Mother May I

“Whatever can we do about it”, she asked as if someone might have an answer. Everyone was offering alarm but no one seemed to have a solution to the problem they were displaying.

“The sky is falling,” again, they were saying. “Duck and cover and run for your life. Leave your freedom far behind you because it won’t be of any value once you get to where you are going and be sure to go where you won’t have any enemies but be sure to take a gun in case some bad guys follow.”

They might want your food or toilet paper.

It was a somewhat rhetorical question in that she also was aware that alarm is a tool for herding and asking the question was a method of her own to use as a way of redirecting and an attempt to encourage critical thinking in lieu of flight or fighting.

Watch a herd of yaks respond to the suspicion of human presence and the value of such a tool can be made evident. Some other animals might not be afraid of humans, yet, because they haven’t gotten to know of said’s capacity for destruction and only want to ferret things out and get to know — and maybe have someone to have some fun with and play.

Humans used to be like that, able to enjoin and enjoy simple getting along and gaming.

Mother May I?

Now games are mostly digital and about escaping or running away from a reality that seems too imposing.

The herd of yak found out that running to the desert was where they were the safest because their predators wouldn’t follow that far or to those extremes of living.

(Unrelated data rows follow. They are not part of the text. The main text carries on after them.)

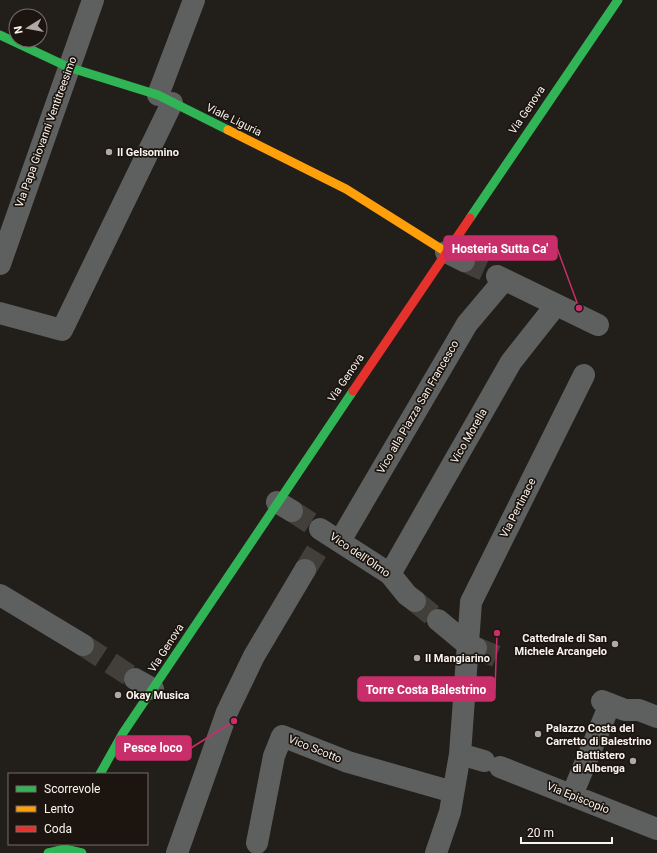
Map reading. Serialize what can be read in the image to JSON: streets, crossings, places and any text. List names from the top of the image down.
{
  "streets": {
    "main road": ["Via Genova", "Viale Liguria"],
    "street": [
      "Via Papa Giovanni Ventitreesimo",
      "Vico alla Piazza San Francesco",
      "Vico Morella",
      "Via Pertinace",
      "Vico dell'Olmo",
      "Vico Scotto",
      "Via Episcopio"
    ]
  },
  "crossings": [
    ["Via Genova", "Viale Liguria"],
    ["Viale Liguria", "Via Papa Giovanni Ventitreesimo"],
    ["Vico alla Piazza San Francesco", "Vico Morella"],
    ["Vico alla Piazza San Francesco", "Vico dell'Olmo"],
    ["Vico Morella", "Vico dell'Olmo"],
    ["Via Pertinace", "Vico Scotto"],
    ["Via Pertinace", "Via Episcopio"]
  ],
  "places": [
    "Il Gelsomino",
    "Hosteria Sutta Ca'",
    "Torre Costa Balestrino",
    "Cattedrale di San Michele Arcangelo",
    "Il Mangiarino",
    "Okay Musica",
    "Pesce loco",
    "Palazzo Costa del Carretto di Balestrino",
    "Battistero di Albenga"
  ],
  "legend": ["Scorrevole", "Lento", "Coda"],
  "scale_bar": "20 m",
  "north": "left"
}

She thinks, “Maybe I’ll just stay put in this nice little desert where not very many humans think it a good place for living or trying to secure what they’re eating.”

But that was fearful thinking and another place might be cooler and more conventional kinds of plants for eating could be grown.

“It does look awfully dry there. Don’t you think more ground cover would be advisable? Wouldn’t a few trees help with shading? Why won’t you bring in any outside inputs like wood chips or animal excrement? Do you think you could give up that one small issue?” her friend was asking gently, trying not to ruffle her feathers.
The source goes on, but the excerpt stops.